Table 7. Prognostic outcome indicators of immunotherapy of pleural invasion in patients with lung cancer in stage IIA–IIB [27–31]
Comparison of the median survival times of the four treatment options
For this analysis, the median survival time data of 3866 patients were extracted from 27 studies. Figure 2 displays the Kaplan–Meier survival curves for the median survival times of patients for the four treatment options (i.e., surgery, chemotherapy, targeted therapy, and immunotherapy). The survival curves indicate that patients with visceral pleural invasion benefit the most from surgical treatment, followed by targeted therapy and immunotherapy. Moreover, they also show that chemotherapy regimens are not effective for lung cancer patients with visceral pleural invasion. That is, the prognosis is poor, and the median survival time is short. Control the crazy proliferation and invasion of tumor cells in patients with advanced lung cancer is key point. At the same time, chemotherapy itself is a blow to the body of weak advanced tumor patients. Chemotherapy drugs kill and destroy normal cells in the body while killing tumor cells [32]. It also reflects the disadvantages of adverse reactions such as side effects of chemotherapy drugs (Fig. 2).

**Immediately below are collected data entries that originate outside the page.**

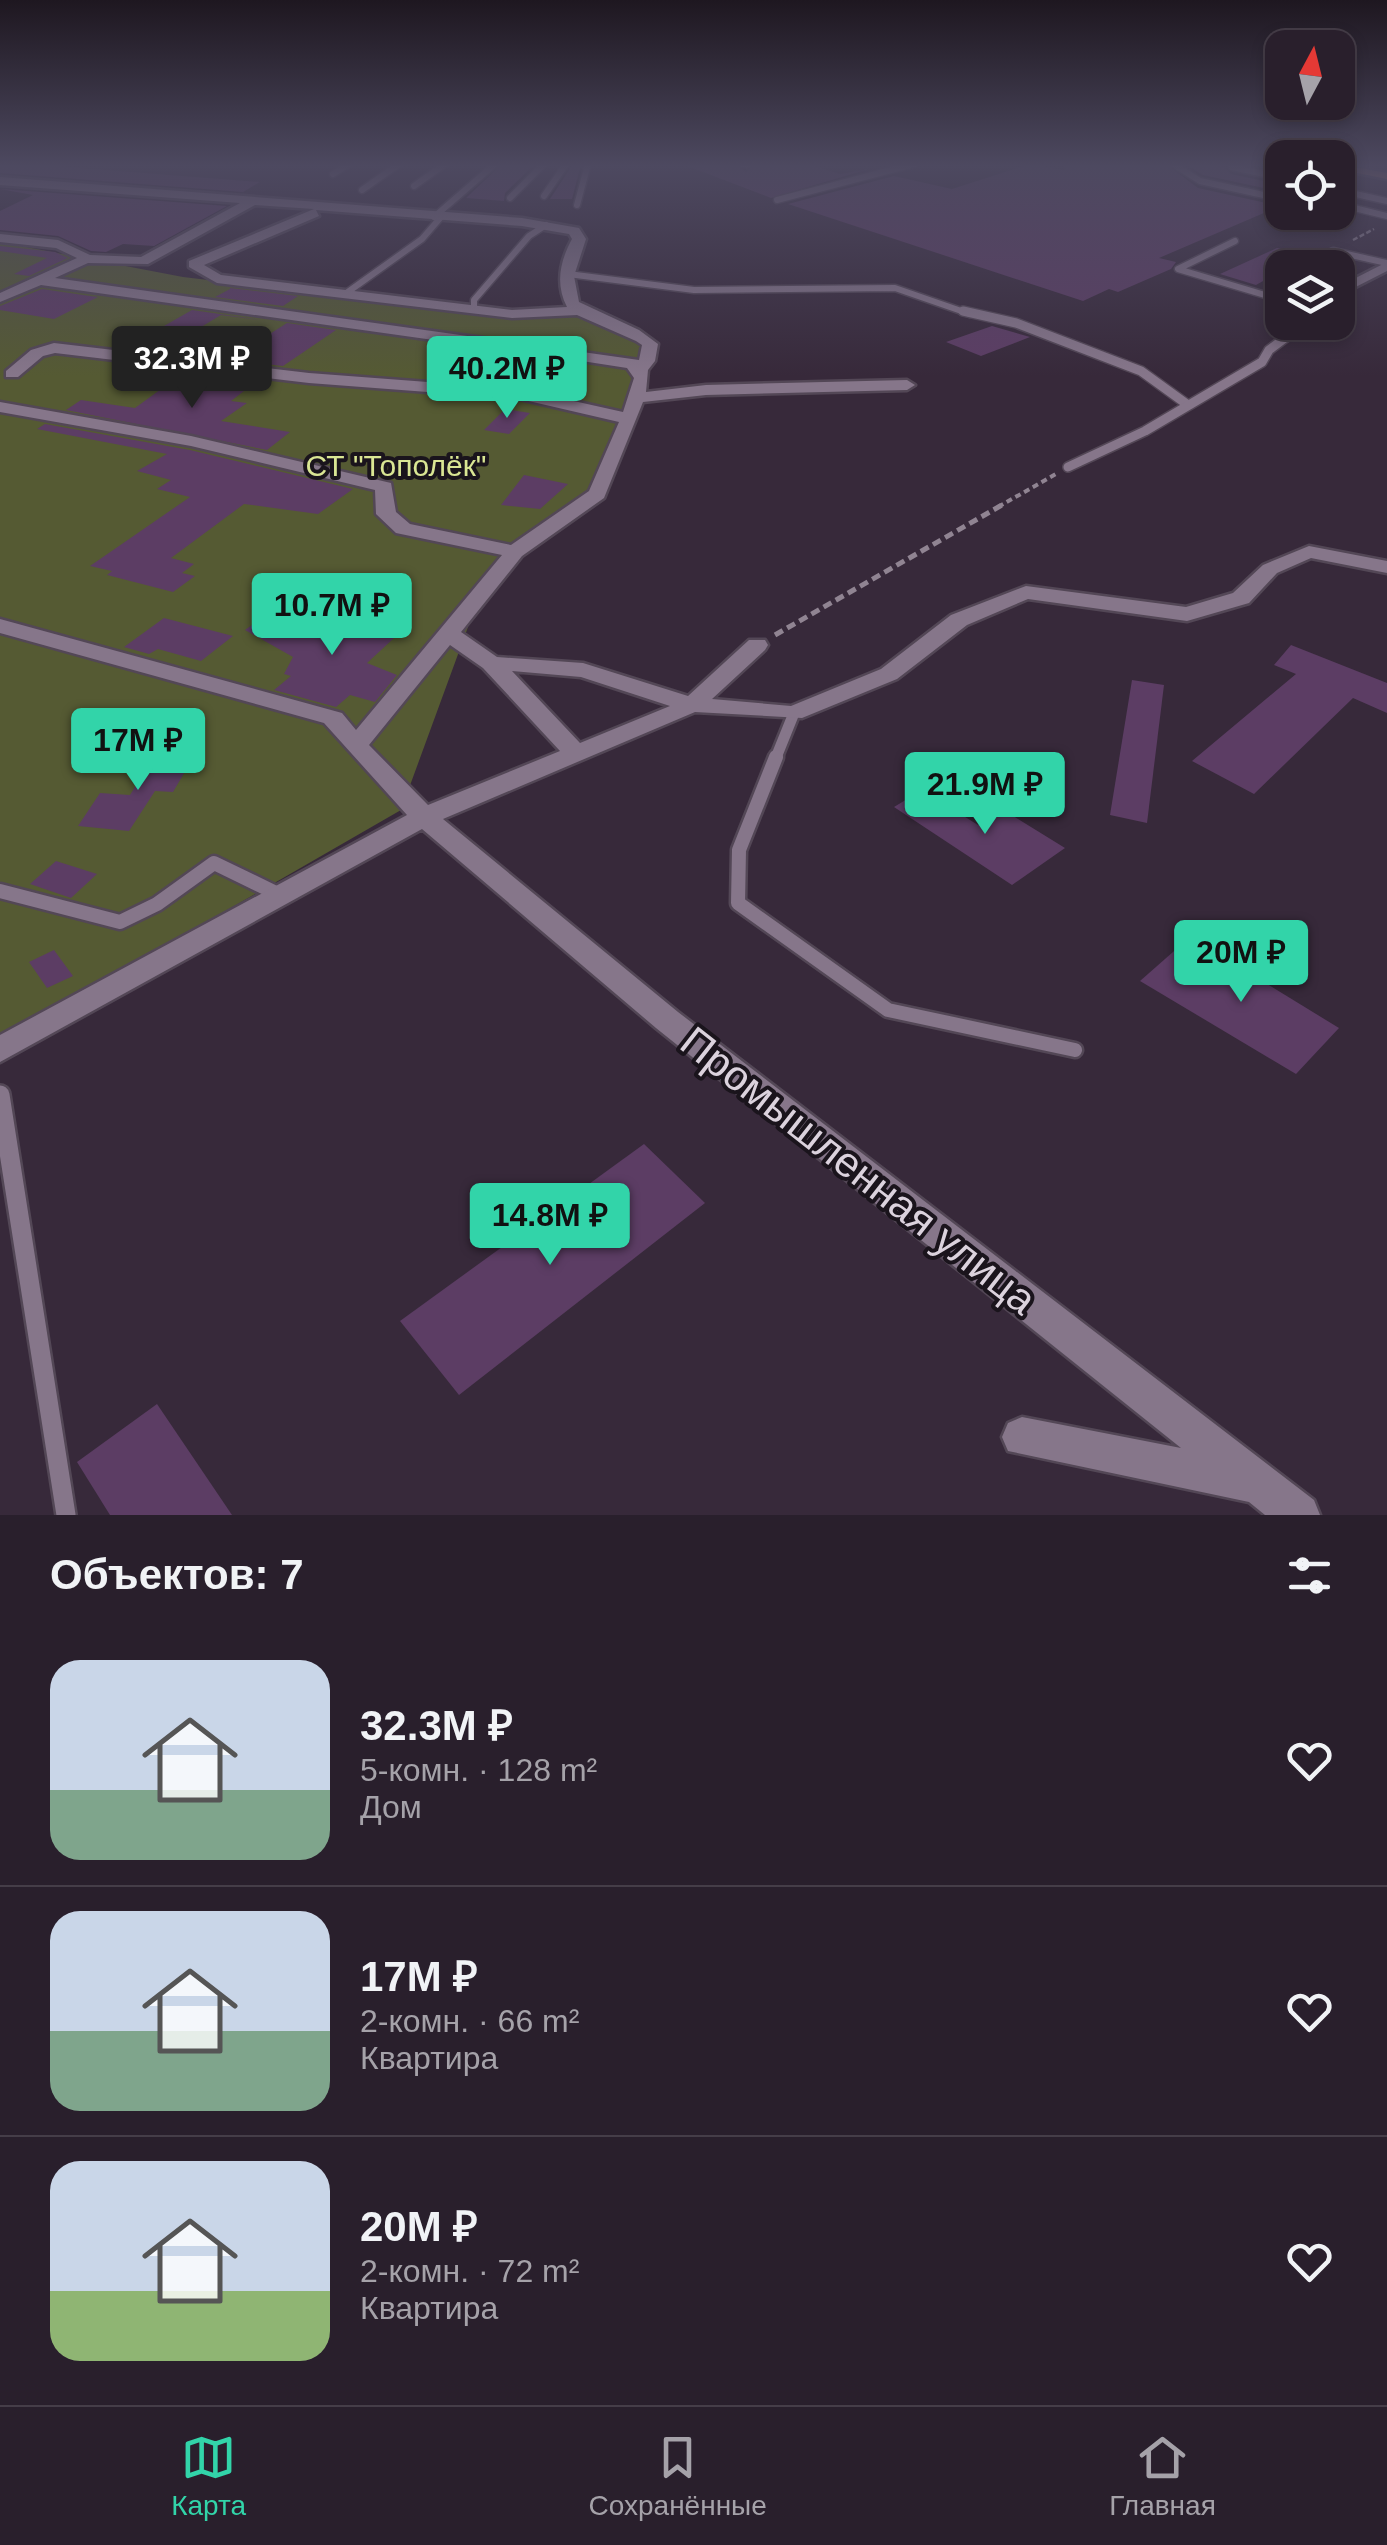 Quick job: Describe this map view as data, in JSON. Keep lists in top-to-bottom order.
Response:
{
  "streets": {
    "street": ["Промышленная улица"]
  },
  "parks": ["СТ \"Тополёк\""],
  "north": "top",
  "page": {
    "price": [
      "32.3M ₽",
      "40.2M ₽",
      "10.7M ₽",
      "17M ₽",
      "21.9M ₽",
      "20M ₽",
      "14.8M ₽"
    ],
    "heading": "Объектов: 7",
    "list": [
      {
        "name": "32.3M ₽",
        "note": "5-комн. · 128 m² · Дом"
      },
      {
        "name": "17M ₽",
        "note": "2-комн. · 66 m² · Квартира"
      },
      {
        "name": "20M ₽",
        "note": "2-комн. · 72 m² · Квартира"
      }
    ],
    "tabs": ["Карта", "Сохранённые", "Главная"]
  }
} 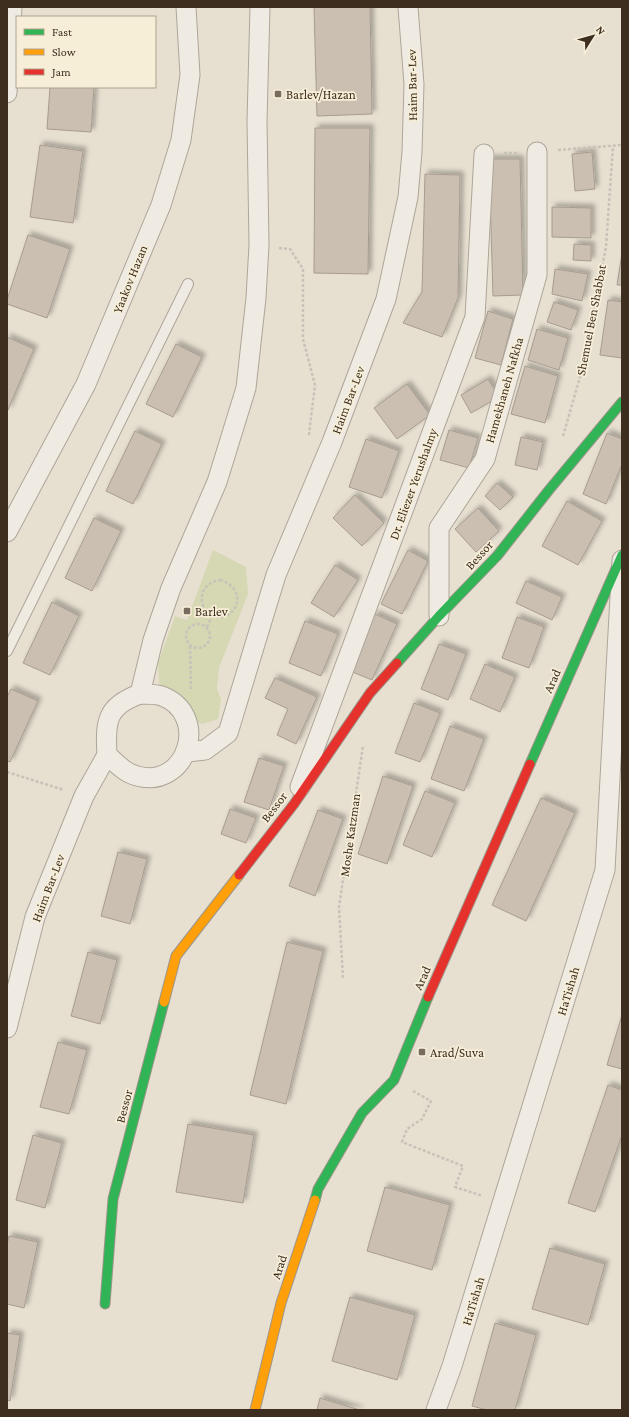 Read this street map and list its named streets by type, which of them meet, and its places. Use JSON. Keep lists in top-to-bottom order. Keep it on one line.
{"streets":{"street":["Haim Bar-Lev","Yaakov Hazan","Hamekhaneh Nafkha","Dr. Eliezer Yerushalmy","Bessor","Arad","HaTishah"],"path":["Shemuel Ben Shabbat","Moshe Katzman"]},"crossings":[["Hamekhaneh Nafkha","Bessor"],["Dr. Eliezer Yerushalmy","Bessor"]],"places":{"transit":["Barlev/Hazan","Barlev","Arad/Suva"]},"legend":["Fast","Slow","Jam"],"north":"top right"} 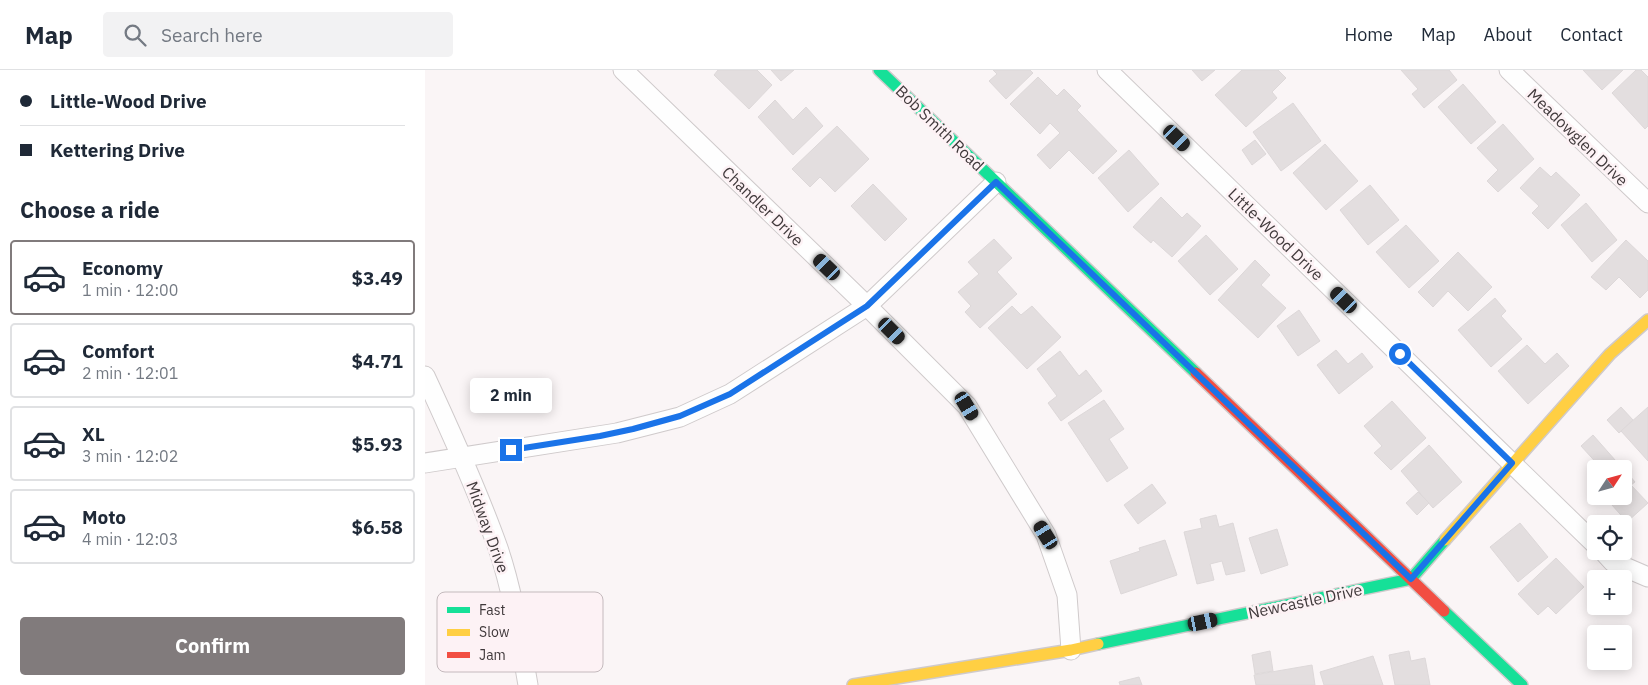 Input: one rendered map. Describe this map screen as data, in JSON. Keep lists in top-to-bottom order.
{
  "streets": {
    "street": [
      "Bob Smith Road",
      "Meadowglen Drive",
      "Chandler Drive",
      "Little-Wood Drive",
      "Midway Drive",
      "Newcastle Drive"
    ]
  },
  "crossings": [
    ["Bob Smith Road", "Newcastle Drive"],
    ["Chandler Drive", "Newcastle Drive"]
  ],
  "legend": ["Fast", "Slow", "Jam"],
  "north": "top right",
  "page": {
    "header": "Map",
    "search": "Search here",
    "nav": [
      "Home",
      "Map",
      "About",
      "Contact"
    ],
    "banner": ["Little-Wood Drive", "Kettering Drive"],
    "heading": "Choose a ride",
    "list": [
      {
        "name": "Economy",
        "note": "1 min · 12:00",
        "value": "$3.49"
      },
      {
        "name": "Comfort",
        "note": "2 min · 12:01",
        "value": "$4.71"
      },
      {
        "name": "XL",
        "note": "3 min · 12:02",
        "value": "$5.93"
      },
      {
        "name": "Moto",
        "note": "4 min · 12:03",
        "value": "$6.58"
      }
    ],
    "bubble": "2 min",
    "map_buttons": ["+", "−"],
    "buttons": "Confirm"
  }
} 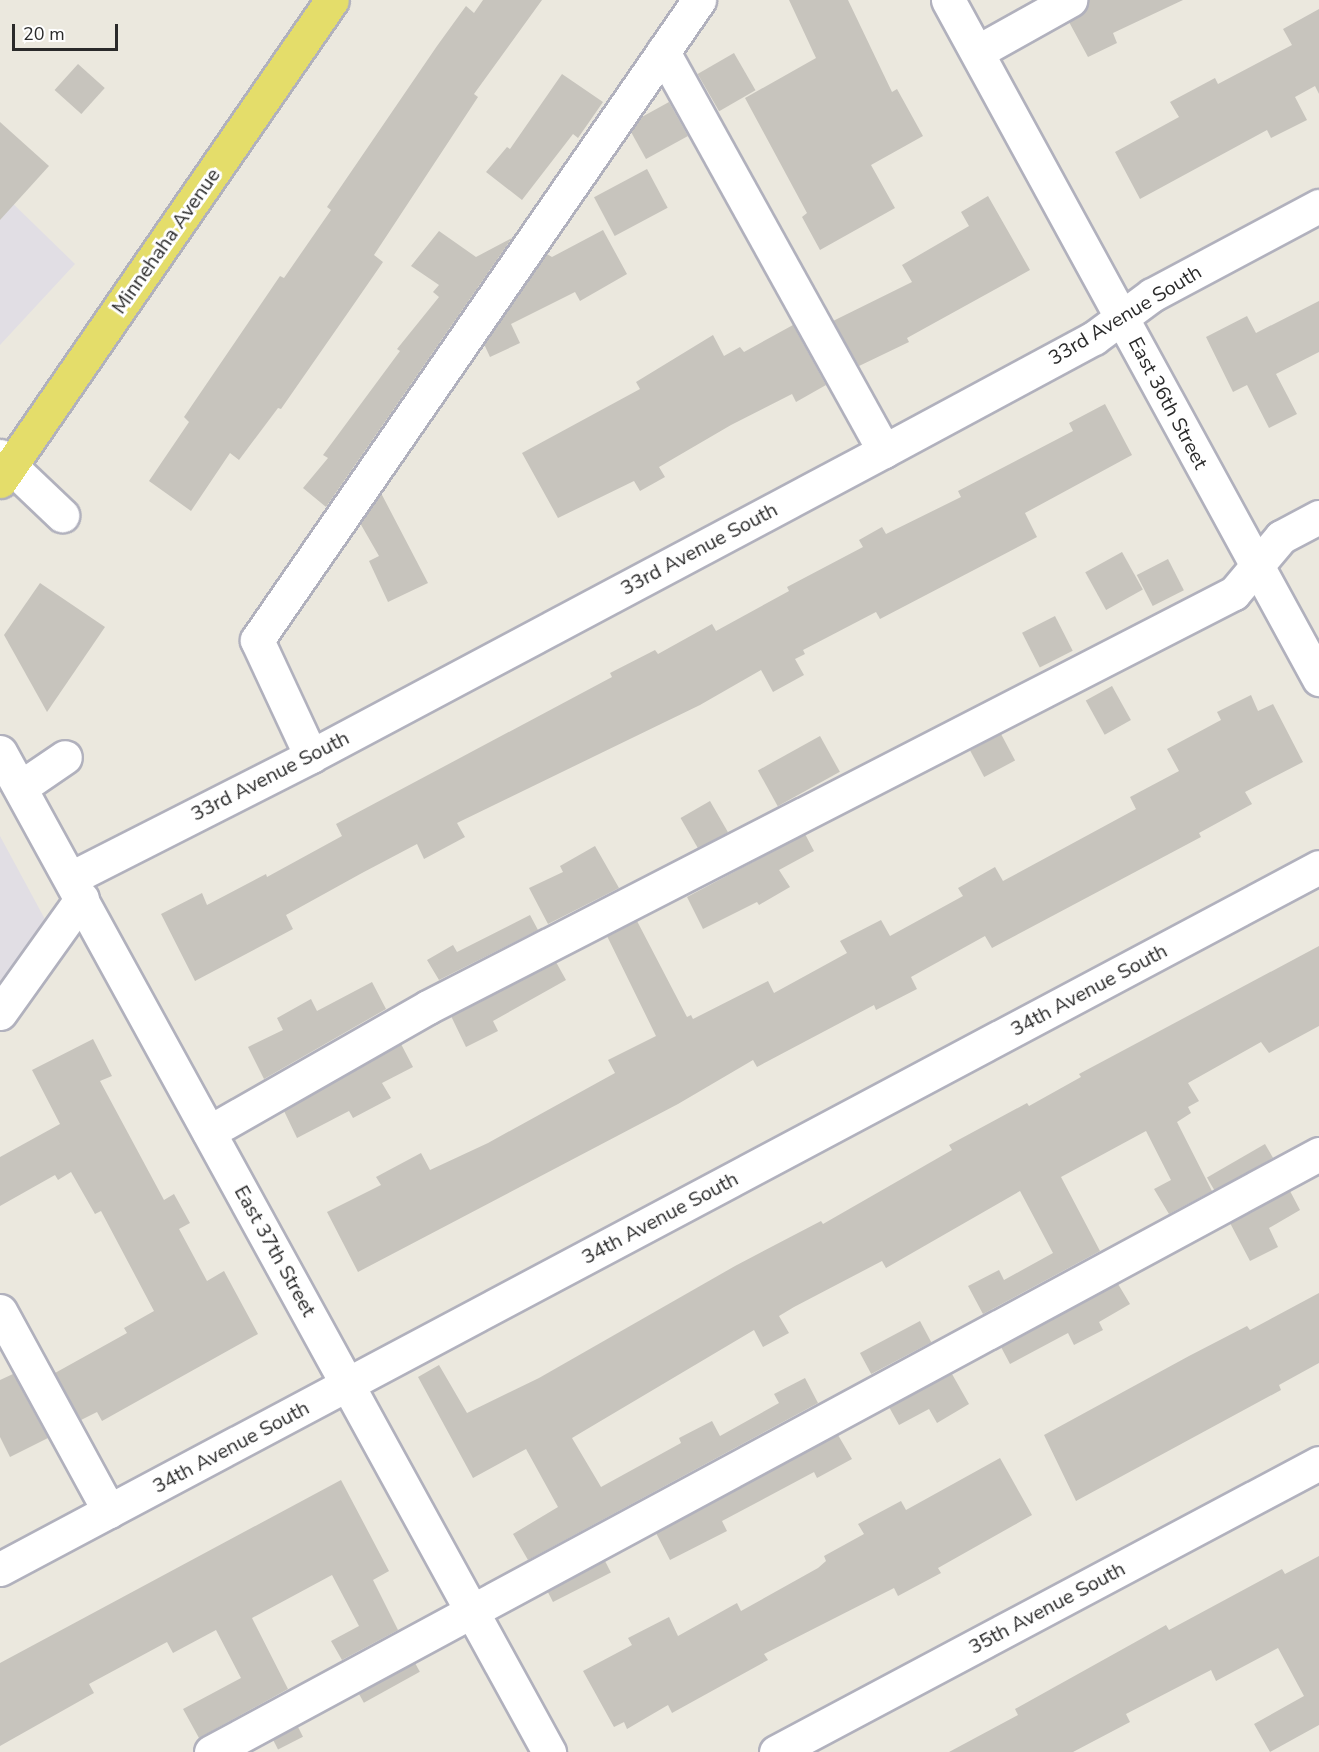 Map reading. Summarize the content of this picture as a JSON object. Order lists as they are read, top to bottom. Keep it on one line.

Fig. 2 [Images not available. See PDF.]
Prognostic outcome of 4 treatments of pleural invasion in patients with lung cancer in stage IIA-IIB
Immunotherapy: immune cell typing analysis
This last set of analyses screened and identified the genes prone to mutations in targeted therapy and immunotherapy and performed immune infiltration analysis and clinical relative analysis. The results showed that the high expression of AC245595.1, ITGB1-DT, and AL606489.1 genes is involved in the process of visceral pleural invasion in lung cancer (Fig. 3). This also suggests that these three genes may be associated with a high prognostic risk of lung adenocarcinoma. This study further explored a correlation analysis between the expression of these three genes and the clinical results to explore the invasion process of tumor cells in lung cancer. The results show no obvious associations between AC245595.1, ITGB1-DT, AL606489.1 and gender, age, tumor size, lymph node invasion, and other expression differences. However, there were statistically significant associations with stages I–II and stage III–IV (Fig. 4).
Fig. 3 [Images not available. See PDF.]
Heat map of screening and identification of mutation-prone genes in pleural invasion of lung cancer
Fig. 4 [Images not available. See PDF.]
Heat map of clinical correlation analysis of pleural invasion from lung cancer
We analyzed different immune cell subtypes using software such as Xcell, Tim, Quantiseq, McPCounter, EPIC, CIBERSORT-ABS, CIBERSORT (Fig. 5). We also determined the content of immune cells of different types of immunocytes with pleural metastases with pleural invasion and blood specimens and macrophages M1 and M2, CD4+-Th1, CD8+-Th1 may participate in immune infiltration. Their contents were statistically significantly different from those of the carcinoma (P < 0.05).
Fig. 5 [Images not available. See PDF.]
Levels of different immune cell subtypes during pleural invasion from lung cancer
Discussion
Visceral pleural invasion in lung cancer is commonly accompanied by a malignant pleural effusion [33]. According to the TNM staging system, this increases the T category of lung cancer to stage II. There is controversy among the medical and scientific communities about whether surgery should be used to treat visceral pleural invasion in lung cancer. Patients who undergo surgery experience significant trauma, and the scope of the resection is relatively large. Thus, it is necessary to carefully screen patients prior to surgery so as to select the appropriate cases and strictly follow the relevant indications for the operation. Surgery can improve the median survival time of patients [34]. The incidence of primary lung cancer is increasing annually, as is the proportion of adenocarcinoma in lung cancer. Adenocarcinoma is the most common lung cancer type to cause visceral pleural invasion and malignant pleural effusion. In the past, non-surgical approaches such as repeated thoracentesis and anticancer drugs were most commonly used to treat patients with NSCLC. However, as the protein concentration in pleural effusion increased, symptoms of cachexia gradually worsened, and patients experienced shortness of breath, chest tightness, chest pain, and poor quality of life and survival prognosis. Moreover, adenocarcinoma is not very sensitive to radiotherapy and chemotherapy, so the median survival time of patients using these non-surgical treatment approaches was only 5–6 months [35].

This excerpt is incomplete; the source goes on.